Data records

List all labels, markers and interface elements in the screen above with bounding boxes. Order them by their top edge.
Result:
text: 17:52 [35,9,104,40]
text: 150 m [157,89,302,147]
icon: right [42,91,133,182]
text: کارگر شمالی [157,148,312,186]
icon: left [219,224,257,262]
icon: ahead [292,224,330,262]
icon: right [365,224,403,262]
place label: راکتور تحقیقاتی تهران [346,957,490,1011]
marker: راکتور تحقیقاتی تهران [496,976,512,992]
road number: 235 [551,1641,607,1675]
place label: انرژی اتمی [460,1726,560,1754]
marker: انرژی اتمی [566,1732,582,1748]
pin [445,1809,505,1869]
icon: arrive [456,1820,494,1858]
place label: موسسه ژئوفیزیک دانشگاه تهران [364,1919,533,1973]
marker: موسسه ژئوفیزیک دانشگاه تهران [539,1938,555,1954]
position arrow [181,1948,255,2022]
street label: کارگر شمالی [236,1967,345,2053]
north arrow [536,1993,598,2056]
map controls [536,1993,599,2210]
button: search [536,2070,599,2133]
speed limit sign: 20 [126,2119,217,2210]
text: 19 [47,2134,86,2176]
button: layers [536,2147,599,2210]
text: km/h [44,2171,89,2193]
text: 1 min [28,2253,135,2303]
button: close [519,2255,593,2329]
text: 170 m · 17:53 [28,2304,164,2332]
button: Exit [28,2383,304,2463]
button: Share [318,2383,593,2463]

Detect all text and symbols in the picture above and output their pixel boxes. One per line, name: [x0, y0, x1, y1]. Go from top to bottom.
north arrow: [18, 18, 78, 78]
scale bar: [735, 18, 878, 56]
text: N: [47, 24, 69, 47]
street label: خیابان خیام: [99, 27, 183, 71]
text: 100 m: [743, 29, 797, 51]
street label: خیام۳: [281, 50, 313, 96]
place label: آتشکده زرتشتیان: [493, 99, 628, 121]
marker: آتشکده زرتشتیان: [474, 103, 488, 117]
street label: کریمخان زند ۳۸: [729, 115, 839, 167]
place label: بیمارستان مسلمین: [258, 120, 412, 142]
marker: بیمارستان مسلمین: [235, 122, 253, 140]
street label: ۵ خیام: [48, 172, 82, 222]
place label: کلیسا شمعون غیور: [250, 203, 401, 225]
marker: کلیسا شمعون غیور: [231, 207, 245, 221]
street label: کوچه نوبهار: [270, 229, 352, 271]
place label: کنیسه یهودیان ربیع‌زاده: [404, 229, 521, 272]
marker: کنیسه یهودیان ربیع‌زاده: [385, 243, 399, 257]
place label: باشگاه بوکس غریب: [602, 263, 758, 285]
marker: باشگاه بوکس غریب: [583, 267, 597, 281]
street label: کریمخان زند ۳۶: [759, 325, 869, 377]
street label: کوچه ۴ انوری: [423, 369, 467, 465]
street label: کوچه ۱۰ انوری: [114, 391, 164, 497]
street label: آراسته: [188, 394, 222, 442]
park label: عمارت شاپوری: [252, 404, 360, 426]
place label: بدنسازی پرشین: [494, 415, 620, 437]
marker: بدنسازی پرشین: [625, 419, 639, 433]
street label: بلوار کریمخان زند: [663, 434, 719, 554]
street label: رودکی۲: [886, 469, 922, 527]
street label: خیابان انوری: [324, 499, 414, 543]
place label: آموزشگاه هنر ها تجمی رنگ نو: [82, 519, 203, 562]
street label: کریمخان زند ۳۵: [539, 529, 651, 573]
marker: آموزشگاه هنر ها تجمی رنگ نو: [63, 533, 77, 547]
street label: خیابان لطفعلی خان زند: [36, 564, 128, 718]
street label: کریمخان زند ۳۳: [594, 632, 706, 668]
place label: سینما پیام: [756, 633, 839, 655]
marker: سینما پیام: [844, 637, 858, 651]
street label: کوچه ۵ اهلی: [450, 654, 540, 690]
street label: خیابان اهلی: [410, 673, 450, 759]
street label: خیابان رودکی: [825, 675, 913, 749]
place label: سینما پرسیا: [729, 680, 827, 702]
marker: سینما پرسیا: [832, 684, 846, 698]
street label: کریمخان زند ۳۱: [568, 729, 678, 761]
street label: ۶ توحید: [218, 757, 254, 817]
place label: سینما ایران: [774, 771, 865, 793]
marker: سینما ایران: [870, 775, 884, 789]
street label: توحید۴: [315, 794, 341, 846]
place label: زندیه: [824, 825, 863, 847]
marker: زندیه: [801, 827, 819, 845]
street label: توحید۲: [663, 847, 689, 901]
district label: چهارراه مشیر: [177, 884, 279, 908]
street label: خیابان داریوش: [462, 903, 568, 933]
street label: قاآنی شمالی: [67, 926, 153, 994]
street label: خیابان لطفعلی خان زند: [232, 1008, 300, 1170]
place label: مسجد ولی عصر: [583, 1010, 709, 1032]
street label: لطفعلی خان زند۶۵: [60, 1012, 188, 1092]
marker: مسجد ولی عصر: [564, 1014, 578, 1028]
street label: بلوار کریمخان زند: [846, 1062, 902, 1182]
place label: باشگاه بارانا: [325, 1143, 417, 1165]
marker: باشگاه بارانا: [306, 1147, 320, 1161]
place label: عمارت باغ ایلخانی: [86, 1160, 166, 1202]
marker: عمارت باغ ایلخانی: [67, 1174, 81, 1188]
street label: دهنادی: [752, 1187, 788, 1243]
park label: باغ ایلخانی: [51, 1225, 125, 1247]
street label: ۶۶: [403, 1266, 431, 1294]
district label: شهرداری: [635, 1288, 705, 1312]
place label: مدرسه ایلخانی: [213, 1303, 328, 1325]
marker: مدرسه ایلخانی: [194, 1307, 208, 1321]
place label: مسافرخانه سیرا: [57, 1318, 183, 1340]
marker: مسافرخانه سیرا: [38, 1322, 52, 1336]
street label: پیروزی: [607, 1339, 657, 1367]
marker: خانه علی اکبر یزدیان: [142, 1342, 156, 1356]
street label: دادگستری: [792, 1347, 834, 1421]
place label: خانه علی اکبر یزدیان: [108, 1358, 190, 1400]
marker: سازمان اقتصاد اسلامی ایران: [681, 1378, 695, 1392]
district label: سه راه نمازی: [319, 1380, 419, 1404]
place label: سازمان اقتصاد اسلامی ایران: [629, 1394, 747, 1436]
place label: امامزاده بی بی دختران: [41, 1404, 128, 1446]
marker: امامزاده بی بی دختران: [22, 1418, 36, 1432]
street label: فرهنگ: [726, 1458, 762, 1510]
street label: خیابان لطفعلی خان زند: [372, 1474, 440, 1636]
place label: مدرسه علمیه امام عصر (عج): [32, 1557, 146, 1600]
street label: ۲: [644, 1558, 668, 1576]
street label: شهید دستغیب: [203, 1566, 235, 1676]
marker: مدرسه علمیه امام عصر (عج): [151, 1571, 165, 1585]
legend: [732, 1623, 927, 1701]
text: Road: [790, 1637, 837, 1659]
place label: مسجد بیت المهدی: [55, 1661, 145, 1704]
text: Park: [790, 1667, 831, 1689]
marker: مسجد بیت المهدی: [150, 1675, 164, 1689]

Exercise objective
Gather up every line in the data above that contains the word "right", copying each one.

Task result
icon: right [42,91,133,182]
icon: right [365,224,403,262]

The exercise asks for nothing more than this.